Fourth in a series of dispatches from a Philadelphia writer living in Dublin.
Illustration by Karen Klassen
I haven't ridden the handlebars in years, but I remembered just how to hoist myself up there backward and sling my butt down behind them like a laundry bag. Butt's a little bigger than the last time I did this, though.
R. merges with traffic, confident as could be. He's a seasoned city cyclist, he's strong, and I trust him, but now we're approaching an intersection and I can't help myself. I let out a little shriek. R. swerves, and a guy in a teensy car honks his horn, making me scream again.
"Don't move your bum around so much!" he yells, but I can feel him laughing behind me.
I should be exhausted, but I'm flying, gliding through downtown Dublin at night, past clumps of people at the crosswalks weighed down by shopping bags, past Grafton Street lit up like a Christmas tree-Mr. Dickens, meet Mr. Edison. The intriguingly small present from R. is stuffed deep in my sweatshirt pocket, his breath is on my cheek, and the city is a beautiful blur.
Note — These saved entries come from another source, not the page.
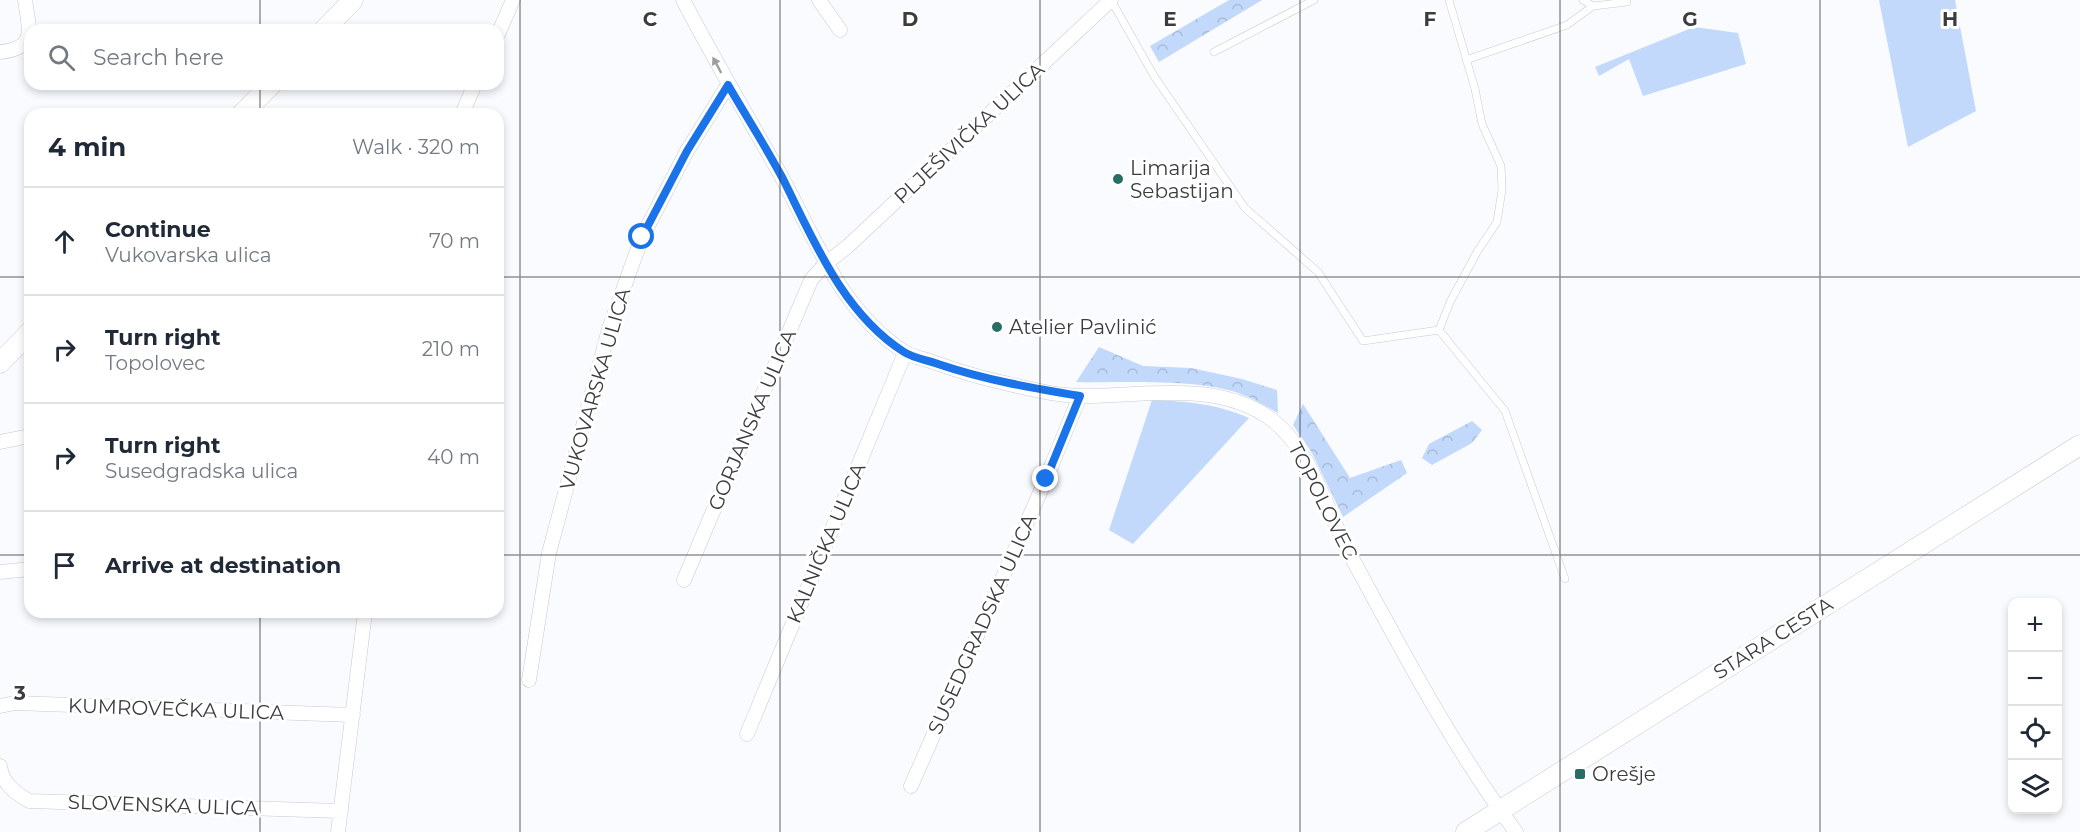 <!DOCTYPE html>
<meta charset="utf-8">
<style>
body{margin:0;font-family:Montserrat,sans-serif;background:#f6f6f7;color:#1f2937}
.controls{position:absolute;right:18px;bottom:18px;display:grid;overflow:hidden;border-radius:12px;box-shadow:0 3px 9px #0003}
.controls button{width:54px;height:54px;display:grid;place-items:center;padding:0;border:0;border-bottom:2px solid #e0e1e3;background:#fff;color:#1f2937;font:30px sans-serif}
.stop{position:absolute;width:18px;height:18px;margin:-14px;border:4px solid #1a73e8;border-radius:50%;background:#fff}
.stop.end{background:#1a73e8;border-color:#fff;box-shadow:0 2px 6px #0008}
.list{margin:0;padding:0;list-style:none}
h2{display:flex;justify-content:space-between;align-items:center;height:78px;margin:0;padding:0 24px;font-size:26px}
h2 small{font-size:20px;font-weight:400;color:#747a83}
.list li{display:grid;grid-template-columns:39px 1fr auto;gap:18px;align-items:center;box-sizing:border-box;height:108px;padding:0 24px;border-top:2px solid #e0e1e3}
.list b{display:block;font-size:22px;white-space:nowrap}
.list p{margin:0;font-size:20px;white-space:nowrap;color:#747a83}
.list em{font-size:20px;font-style:normal;color:#747a83}
.icon{flex:none;width:33px;height:33px;fill:none;stroke:currentColor;stroke-width:2;stroke-linecap:round;stroke-linejoin:round}
.map{position:relative;flex:none;width:2080px;height:832px;overflow:hidden}
.search{position:absolute;background:#fff;box-shadow:0 3px 9px #0003;left:24px;top:24px;width:480px;height:66px;display:flex;align-items:center;gap:15px;box-sizing:border-box;padding:0 21px;border-radius:18px;color:#747a83;font-size:22px}
.panel{position:absolute;background:#fff;box-shadow:0 3px 9px #0003;left:24px;top:108px;width:480px;height:510px;border-radius:18px}
.map>svg:first-child{display:block}
.green{fill:#c2d9fb}
.forest{fill:url(#forest-crowns)}
.lines{fill:none;stroke-linecap:round;stroke-linejoin:round}
.lane-casing{stroke:#c6cad0;stroke-width:8}
.street-casing{stroke:#c6cad0;stroke-width:15}
.secondary-casing{stroke:#c6cad0;stroke-width:21}
.lane{stroke:#fff;stroke-width:7}
.street{stroke:#fff;stroke-width:14}
.secondary{stroke:#fff;stroke-width:20}
.oneway{fill:#9c9e9e}
.route{stroke:#1a73e8;stroke-width:8}
.grid{fill:none;stroke:#3a3c3e;stroke-width:1.5;stroke-opacity:0.55}
.poi-dot{fill:#296e62;stroke:#fff;stroke-width:2}
.labels{text-anchor:middle;dominant-baseline:central;stroke-width:6;stroke-linejoin:round;paint-order:stroke}
.street-label{font-size:20px;fill:#3a3c3e;stroke:#fff}
.poi-label{font-size:20px;fill:#3a3c3e;stroke:#fff;text-anchor:start}
.grid-label{font-size:20px;text-anchor:middle;font-weight:bold;fill:#3a3c3e;stroke:#fff;stroke-width:6;stroke-linejoin:round;paint-order:stroke}
</style>
<div class="map">
<svg width="2080" height="832" viewBox="0 0 2080 832">
<defs>
<pattern id="forest-crowns" width="20" height="18" patternUnits="userSpaceOnUse" patternTransform="scale(1.5)"><rect width="20" height="18" fill="#c2d9fb"/><path d="M2 6a3 3 0 1 1 6 0M12 15a3 3 0 1 1 6 0" fill="none" stroke="#a7bbd8"/></pattern>
</defs>
<rect width="100%" height="100%" fill="#f9fbff"/>
<!-- green -->
<path class="green" d="M 1879,0 L 1955,0 L 1976,111 L 1908,147 Z
M 1694,27 L 1738,33 L 1746,64 L 1643,96 L 1629,59 L 1599,76 L 1595,67 Z
M 1152,400 C 1189,402 1214,403 1249,418 L 1133,544 L 1109,530 Z"/>
<!-- forest -->
<path class="forest" d="M 1229,0 L 1262,0 L 1159,62 L 1150,46 Z
M 1099,347 L 1143,366 L 1191,368 L 1242,379 L 1277,390 L 1278,413 C 1262,404 1246,394 1228,390 C 1183,379 1123,383 1076,382 Z
M 1303,404 L 1350,478 L 1401,460 L 1407,473 L 1343,517 L 1312,453 L 1293,425 Z
M 1472,421 L 1482,430 L 1472,443 L 1432,465 L 1422,458 L 1429,444 Z"/>
<g class="lines">
<defs>
<path id="lane" d="M 1111,0 L 1154,76 L 1245,208 L 1318,272 L 1363,341 L 1439,330 L 1505,411 L 1565,579
M 1583,0 L 1593,6
M 1214,52 L 1314,0
M 1466,60 L 1567,25 L 1593,6 L 1627,2 L 1627,0
M 1439,330 L 1450,302 L 1477,252 L 1497,222 L 1502,190 L 1501,166 L 1482,124 L 1475,89 L 1449,0"/>
<path id="street" d="M 683,0 C 714,59 747,116 780,174 C 815,237 839,309 903,351 C 910,356 919,358 927,360 C 947,367 967,374 988,379 C 1019,386 1052,396 1083,396 C 1144,396 1218,380 1271,419 C 1312,450 1325,507 1348,551 C 1400,646 1451,745 1516,832
M 819,0 L 840,30
M 498,34 L 513,0
M 0,52 C 38,48 29,30 25,0
M 462,114 L 475,84
M 0,442 L 30,436
M 0,572 L 30,569
M 684,580 L 811,280 L 825,264 L 847,247 L 1111,0
M 529,680 L 549,553 L 609,329 L 642,237 L 687,151 L 728,85
M 0,706 L 15,703 L 353,715
M 747,734 L 905,353
M 0,766 C 2,783 15,793 29,801 L 341,811
M 911,786 L 1046,479 L 1080,396
M 338,832 L 365,612"/>
<path id="secondary" d="M 324,30 L 353,0
M 242,114 L 272,84
M 0,363 L 30,332
M 1466,832 L 2080,445"/>
</defs>
<!-- lane casing -->
<use href="#lane" class="lane-casing"/>
<!-- street casing -->
<use href="#street" class="street-casing"/>
<!-- secondary casing -->
<use href="#secondary" class="secondary-casing"/>
<!-- lane -->
<use href="#lane" class="lane"/>
<!-- street -->
<use href="#street" class="street"/>
<!-- secondary -->
<use href="#secondary" class="secondary"/>
</g>
<!-- one-way arrows -->
<defs><path id="oneway-solid" d="M-6-.8H1V-3.2L6.5 0L1 3.2V.8H-6Z" transform="scale(1.5)"/></defs>
<use class="oneway" href="#oneway-solid" transform="translate(717 65) rotate(-118)"/>
<g class="lines">
<!-- route -->
<path class="route" d="M 642,237 L 687,151 L 728,85 C 746,116 766,147 783,179 C 814,241 843,313 904,352 C 913,358 927,360 938,364 C 985,380 1032,388 1080,396 L 1046,479"/>
</g>
<!-- grid -->
<path class="grid" d="M 260,0 L 260,30M 520,0 L 520,832M 780,0 L 780,832M 1040,0 L 1040,832M 1300,0 L 1300,832M 1560,0 L 1560,832M 1820,0 L 1820,832M 260,84 L 260,114M 0,277 L 30,277M 498,277 L 2080,277M 0,555 L 30,555M 498,555 L 2080,555M 260,612 L 260,832"/>
<!-- markers -->
<g class="poi-dot">
<circle cx="1118" cy="179" r="6"/>
<circle cx="997" cy="327" r="6"/>
<rect x="1574" y="768" width="12" height="12" rx="3"/>
</g>
<g class="labels">
<!-- street labels -->
<g class="street-label">
<text transform="translate(969 133) rotate(-43)">PLJEŠIVIČKA ULICA</text>
<text transform="translate(595 389) rotate(-74)">VUKOVARSKA ULICA</text>
<text transform="translate(752 420) rotate(-67)">GORJANSKA ULICA</text>
<text transform="translate(1323 501) rotate(63)">TOPOLOVEC</text>
<text transform="translate(826 543) rotate(-67)">KALNIČKA ULICA</text>
<text transform="translate(982 624) rotate(-66)">SUSEDGRADSKA ULICA</text>
<text transform="translate(1773 638) rotate(-32)">STARA CESTA</text>
<text transform="translate(176 709) rotate(2)">KUMROVEČKA ULICA</text>
<text transform="translate(163 805) rotate(2)">SLOVENSKA ULICA</text>
</g>
<!-- poi labels -->
<g class="poi-label">
<text x="1130" y="168">Limarija<tspan x="1130" dy="23">Sebastijan</tspan></text>
<text x="1009" y="327">Atelier Pavlinić</text>
<text x="1592" y="774">Orešje</text>
</g>
</g>
<g class="grid-label">
<text x="650" y="26">C</text>
<text x="910" y="26">D</text>
<text x="1170" y="26">E</text>
<text x="1430" y="26">F</text>
<text x="1690" y="26">G</text>
<text x="1950" y="26">H</text>
<text x="20" y="700">3</text>
</g>
</svg>
<div class="controls">
<button>+</button>
<button>−</button>
<button><svg class="icon" aria-label="locate" viewBox="0 0 24 24"><circle cx="12" cy="12" r="6"/><path d="M12 2v4M12 18v4M2 12h4M18 12h4"/></svg></button>
<button><svg class="icon" aria-label="layers" viewBox="0 0 24 24"><path d="M12 4l9 5-9 5-9-5zM3 14l9 5 9-5"/></svg></button>
</div>
<div class="stop" style="left:642px;top:237px"></div>
<div class="stop end" style="left:1046px;top:479px"></div>
<div class="search"><svg class="icon" aria-label="search" viewBox="0 0 24 24"><circle cx="10" cy="10" r="6"/><path d="M15 15l6 6"/></svg>Search here</div>
<section class="panel">
<h2>4 min<small>Walk · 320 m</small></h2>
<ul class="list">
<li><svg class="icon" aria-label="ahead" viewBox="0 0 24 24"><path d="M12 20V5M6 11l6-6 6 6"/></svg><div><b>Continue</b><p>Vukovarska ulica</p></div><em>70 m</em></li>
<li><svg class="icon" aria-label="right" viewBox="0 0 24 24"><path d="M7 20v-9h11M14 6l5 5-5 5"/></svg><div><b>Turn right</b><p>Topolovec</p></div><em>210 m</em></li>
<li><svg class="icon" aria-label="right" viewBox="0 0 24 24"><path d="M7 20v-9h11M14 6l5 5-5 5"/></svg><div><b>Turn right</b><p>Susedgradska ulica</p></div><em>40 m</em></li>
<li><svg class="icon" aria-label="arrive" viewBox="0 0 24 24"><path d="M6 21V4h12l-3 4 3 4H6"/></svg><div><b>Arrive at destination</b></div></li>
</ul>
</section>
</div>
I don't even care what I look like.
18:50: It's dark when I get into the center of town. I've got only 10 minutes to shop-and that's if this is the late-shopping day. Please, please, please let Wednesday be the late-shopping day.
I try the door at Carrolls, otherwise known as the leprechaun store, and it gives. Yes.
What a ridiculous place this is. Everything is emerald green, kelly green, field green. Diddle-ee-dee music blares, and they're selling leprechaun costumes for dogs.
"T'anks very much," says the beleaguered but civil woman at the register as she wraps my Guinness bottle opener and "An Irish Blessing" sign. How can real Irish people stand to work here? This leprechaun shit is like blackface. I thank her, hoping my embarrassing presents will fit in my already massively overstuffed suitcase.
18:30: "Shane, aren't your parents gonna miss you at some point?"
18:22: "Dear Dr. Donnelly, Attached please find my essay on the theories of modernism. I know you wanted us to drop them off in the postgraduate office, but I'm afraid I won't have time to get to campus before I fly home to America tomorrow morning. Also, I should have asked you this earlier, but I felt the MLA guidelines for citing electronic resources were unclear about the distinction between informational websites and books published online. If you disagree with my classification of the article 'The Tarnished Halo of Modernism,' then the citation on the 18th line on Page 4 should be underlined, not italicized.
"Happy Christmas!"
17:45: I'm trying to put the finishing touches on this terrible paper, but all I can hear is Shane, stomping and growling in the living room like Max from Where the Wild Things Are.
I emerge from my bedroom, looking wild myself. No time for a shower today. The poor cat is cowering under a chair, and the kid is on his knees, yelling at her through a little battery-powered megaphone. "Stop in the name of the law! In the name of God, come out from under the chair!"
He's only about 8, but he's making me laugh and then smiling at me in the same way a certain kind of guy does when he discovers he can get me to laugh. He's gonna be trouble someday.
The cat goes tearing into the kitchen, a streak of furry black irritation.